The ‘simdec_visualization’ function has numerous optional arguments that can be used to polish the outlook of the results, tune and play with the decomposition set-up.
Here is how you can create a custom decomposition
order_of_variables_m <- c(0, 2, 1, 0) # Specifying the order of variables for decomposition,
# use 0 to exclude. In this example, we set that the
# third input variable to be used first, and then
# the second variable.
number_of_states_m <- c(0, 3, 2, 0) # Specifying the number of states for each variable. The
# position corresponds to the original order of inputs.
state_boundaries_m <- matrix(c(NA, min(inputs[,2]), min(inputs[,3]), # Specifying numeric thresholds for every state
NA, NA, 100, 657.5, NA,
NA, 650, max(inputs[,3]),
NA, NA, max(inputs[,2]), NA, NA),
nrow = max(number_of_states_m)+1,
ncol = length(order_of_variables_m),
byrow = TRUE)
main_colors_m <- c('#8c5eff', '#ffe252', '#0dd189') # Specifying the main colors to be used
custom_vis <- simdec_visualization(output, inputs, SI, # Storing the results in an object called "custom_vis"
order_of_variables = order_of_variables_m,
number_of_states = number_of_states_m,
state_boundaries = state_boundaries_m,
main_colors = main_colors_m)
print(custom_vis$simdec_plot) # Viewing the plot
#custom_vis$legend_table # un-comment and run
Adding option plot_type = “Boxplot” in the ‘simdec_visualization’ function displays the results in the form of boxplot instead of stacked histogram.
vis_boxplot <- simdec_visualization(output, inputs, SI, plot_type = "Boxplot")
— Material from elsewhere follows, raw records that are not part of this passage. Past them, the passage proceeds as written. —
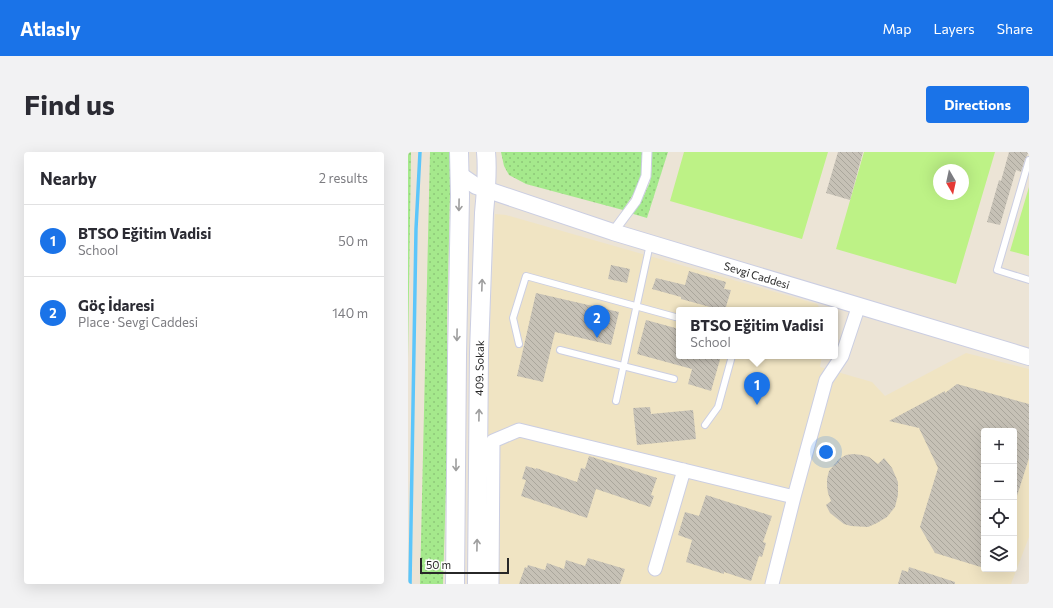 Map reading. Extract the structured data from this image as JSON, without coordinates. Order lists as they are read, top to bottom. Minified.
{"streets":{"main road":["409. Sokak"],"street":["Sevgi Caddesi"]},"crossings":[["Sevgi Caddesi","409. Sokak"]],"scale_bar":"50 m","north":"bottom","page":{"header":"Atlasly","nav":["Map","Layers","Share"],"buttons":"Directions","title":"Find us","heading":["Nearby","2 results"],"list":[{"mark":"1","name":"BTSO Eğitim Vadisi","note":"School","value":"50 m"},{"mark":"2","name":"Göç İdaresi","note":"Place · Sevgi Caddesi","value":"140 m"}],"pins":["2","1"],"popup":["BTSO Eğitim Vadisi","School"],"map_buttons":["+","−"],"scale":"50 m"}} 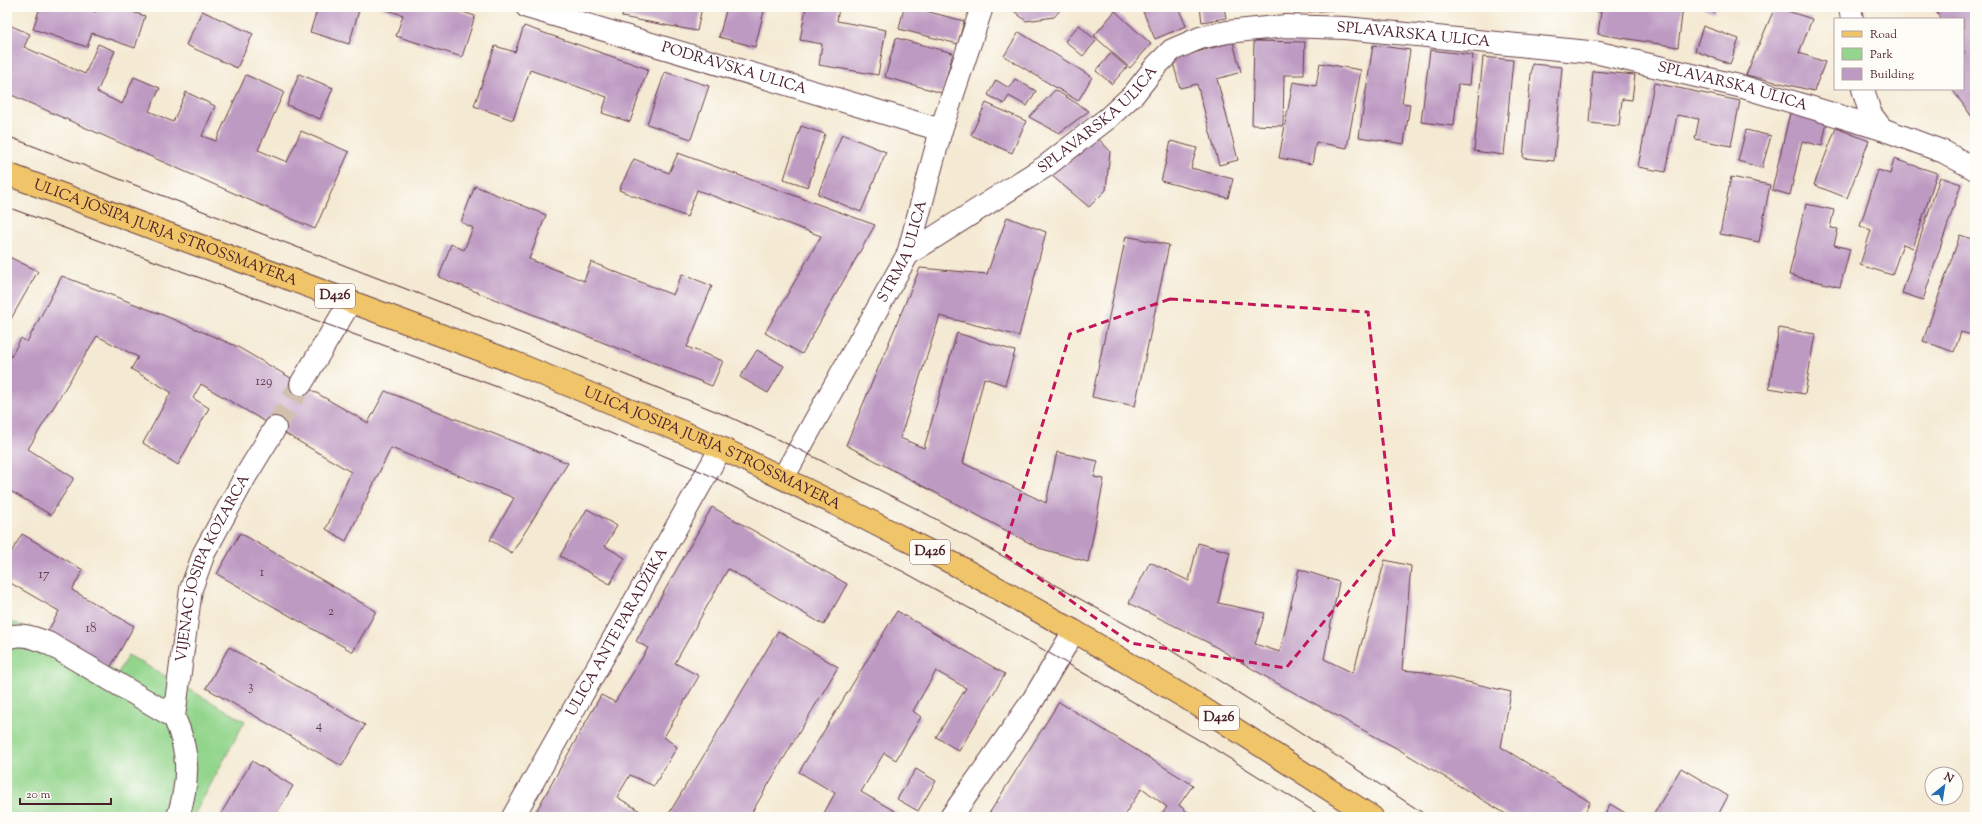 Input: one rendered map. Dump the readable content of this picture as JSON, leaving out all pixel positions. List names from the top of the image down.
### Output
{
  "streets": {
    "main road": ["ULICA JOSIPA JURJA STROSSMAYERA", "D426"],
    "street": [
      "SPLAVARSKA ULICA",
      "PODRAVSKA ULICA",
      "STRMA ULICA",
      "VIJENAC JOSIPA KOZARCA",
      "ULICA ANTE PARADŽIKA"
    ]
  },
  "crossings": [
    ["SPLAVARSKA ULICA", "STRMA ULICA"],
    ["PODRAVSKA ULICA", "STRMA ULICA"],
    ["ULICA JOSIPA JURJA STROSSMAYERA", "STRMA ULICA"],
    ["ULICA JOSIPA JURJA STROSSMAYERA", "ULICA ANTE PARADŽIKA"]
  ],
  "house_numbers": [
    "129",
    "1",
    "17",
    "2",
    "18",
    "3",
    "4"
  ],
  "legend": ["Road", "Park", "Building"],
  "scale_bar": "20 m",
  "north": "top right"
} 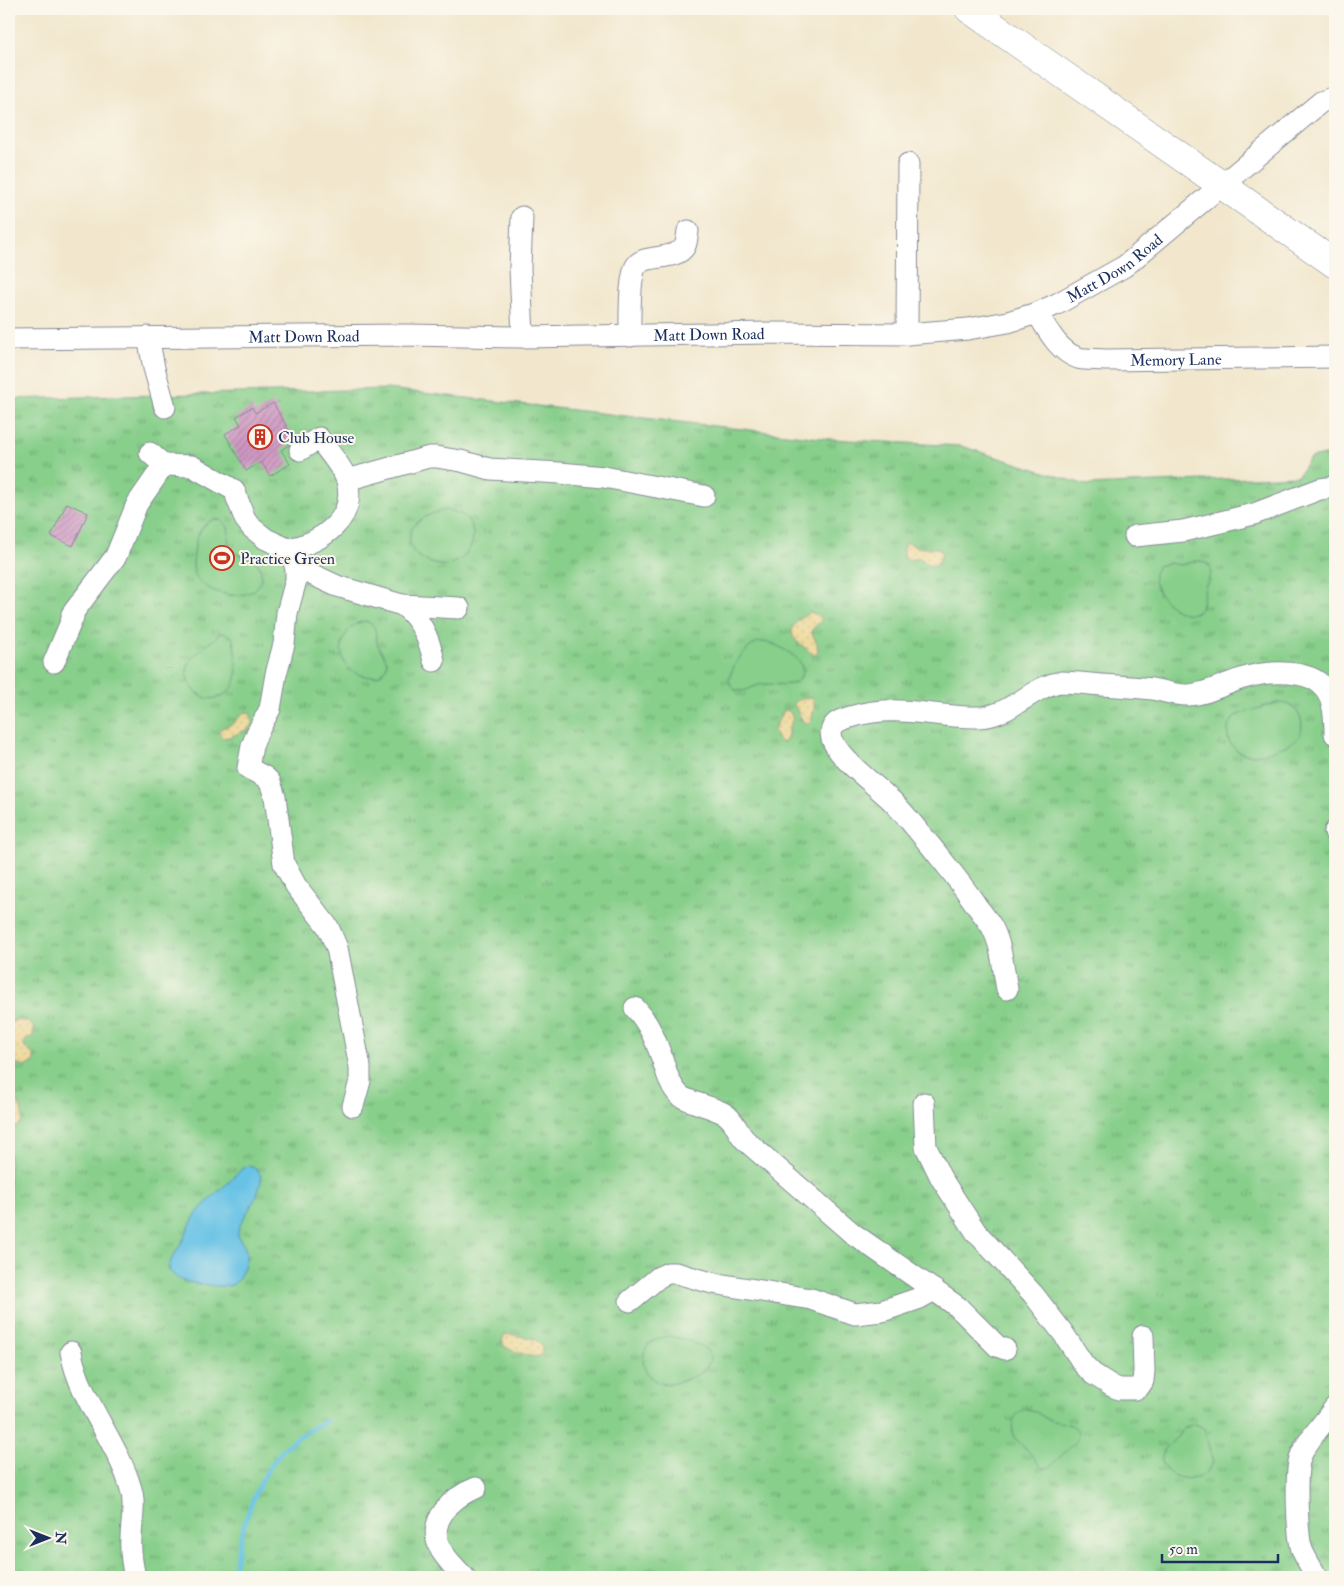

print(vis_boxplot$box_plot)
# vis_boxplot$legend_table # un-comment and run
The boxplot visualization presents exactly the same decomposition and contains the same scenarios, color-coded in the same way as in the stacked histogram.
A boxplot is handy when some scenarios have little data and are poorly visible on the histogram.
If relationship between two output variables is in question, the ‘simdec_visualization’ function can build a scatter plot with two corresponding histograms on the top and right side, all decomposed and colored by the logic created for the main output variable.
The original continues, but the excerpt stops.